The Scripture records what she prayed:  “My soul doth magnifies the Lord.”  What or who do we magnify in our lives?    Think of what the world magnifies:  fame, wealth, power and the temple of the  self:  my feelings, my goodness, my friends, etc. and ad nauseam, and I  have wanted it all. Not Mary.  For instance: Mary did not “shop till she dropped”. Her Son was not a choice but her Child. She loved her Son.  She magnified the Lord.  She magnified, made big in her life God’s grace to her in bearing the Only-Begotten Son of God.  She bore her Savior and yours.

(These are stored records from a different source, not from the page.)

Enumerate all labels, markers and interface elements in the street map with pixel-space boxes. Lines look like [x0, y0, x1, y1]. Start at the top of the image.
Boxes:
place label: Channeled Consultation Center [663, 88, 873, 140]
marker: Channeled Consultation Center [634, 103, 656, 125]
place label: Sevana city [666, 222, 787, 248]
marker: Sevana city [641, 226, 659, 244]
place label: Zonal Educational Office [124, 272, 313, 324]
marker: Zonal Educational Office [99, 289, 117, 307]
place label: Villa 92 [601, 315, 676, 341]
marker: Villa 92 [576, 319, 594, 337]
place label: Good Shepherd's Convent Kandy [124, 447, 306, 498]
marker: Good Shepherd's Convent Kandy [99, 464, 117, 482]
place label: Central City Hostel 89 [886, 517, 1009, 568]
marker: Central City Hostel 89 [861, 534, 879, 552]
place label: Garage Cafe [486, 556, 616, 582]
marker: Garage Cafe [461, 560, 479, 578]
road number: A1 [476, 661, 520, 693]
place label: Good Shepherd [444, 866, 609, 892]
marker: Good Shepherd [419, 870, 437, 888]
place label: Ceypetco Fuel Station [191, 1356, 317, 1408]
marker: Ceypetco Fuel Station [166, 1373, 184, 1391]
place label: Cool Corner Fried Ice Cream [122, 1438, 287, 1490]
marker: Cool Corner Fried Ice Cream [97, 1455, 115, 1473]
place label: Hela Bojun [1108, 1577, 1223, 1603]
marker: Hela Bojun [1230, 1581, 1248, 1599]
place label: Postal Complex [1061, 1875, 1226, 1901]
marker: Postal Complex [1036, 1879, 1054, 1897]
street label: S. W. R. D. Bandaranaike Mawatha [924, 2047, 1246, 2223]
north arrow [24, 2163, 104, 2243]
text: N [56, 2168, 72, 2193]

The other feast days, featuring the Mother of Our Lord, The Annunciation (St. Luke 1: 26-38), The Presentation (Luke 2: 22-38, and The Visitation (Luke 1: 39-56, are actually festivals of Jesus Christ.   And that’s the point! Mary is associated with them and she did magnify the Lord.  She never sought  attention for herself.   She knew she would be blessed (Luke 1: 48) but she did not seek adoration but adored Him born of her virgin womb. He was her Son and her Lord!  She knew humility.  This is not the stance of the neo-feminist woman of our day…or any man.   Fr. Alexander Schmemann, Orthodox professor (1921-1983) pointedly reflected, “In (Mary’s) humility and silence, she can hardly serve as patron for the noisy and arrogant feminism of our time.”

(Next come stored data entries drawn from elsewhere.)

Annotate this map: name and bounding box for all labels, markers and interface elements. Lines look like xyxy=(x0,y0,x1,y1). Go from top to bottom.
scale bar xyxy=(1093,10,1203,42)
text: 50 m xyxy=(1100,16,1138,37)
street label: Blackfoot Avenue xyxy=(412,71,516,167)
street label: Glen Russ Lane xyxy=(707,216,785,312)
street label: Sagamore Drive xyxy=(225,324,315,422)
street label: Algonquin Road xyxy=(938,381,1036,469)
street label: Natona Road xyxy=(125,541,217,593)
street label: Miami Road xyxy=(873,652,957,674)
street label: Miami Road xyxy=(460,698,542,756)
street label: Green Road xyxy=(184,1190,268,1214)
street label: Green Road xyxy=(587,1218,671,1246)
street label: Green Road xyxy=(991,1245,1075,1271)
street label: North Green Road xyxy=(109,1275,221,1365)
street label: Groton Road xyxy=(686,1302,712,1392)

 A colleague of mine once said during the fad of “WWJD” bracelets (What Would Jesus Do) that it actually should be “WWMD”:  what would Mary do?  Good question.  The answer?  She heard the Word of God, the Word of grace.  She obeyed.  She was a faithful wife. She believed.  She prayed.  She suffered.  She served her Lord and her neighbor. She pointed to her Son at the wedding at Cana:  Do whatever He tells you (John 2:1-11}. It was all the Lord’s good work toward her and the fruit of His good work, likewise the Lord’s and the greatest still is the fruit of her womb, Jesus. And because of her Son, as Luther said, the greatest miracle was not the Virgin conceived, but she believed.  She is the model of the faithful believer, even the whole Church. “…my little children, for whom I am again in the anguish of childbirth until Christ is formed in you!”--Galatians 4: 19

Let us pray:  

Almighty God, You chose the virgin Mary to be the mother of Your only Son. Grant that we, who are redeemed by His blood, may share with her in the glory of Your eternal kingdom; through Jesus Christ, Your Son, our Lord, who lives and reigns with You and the Holy Spirit, one God, now and forever.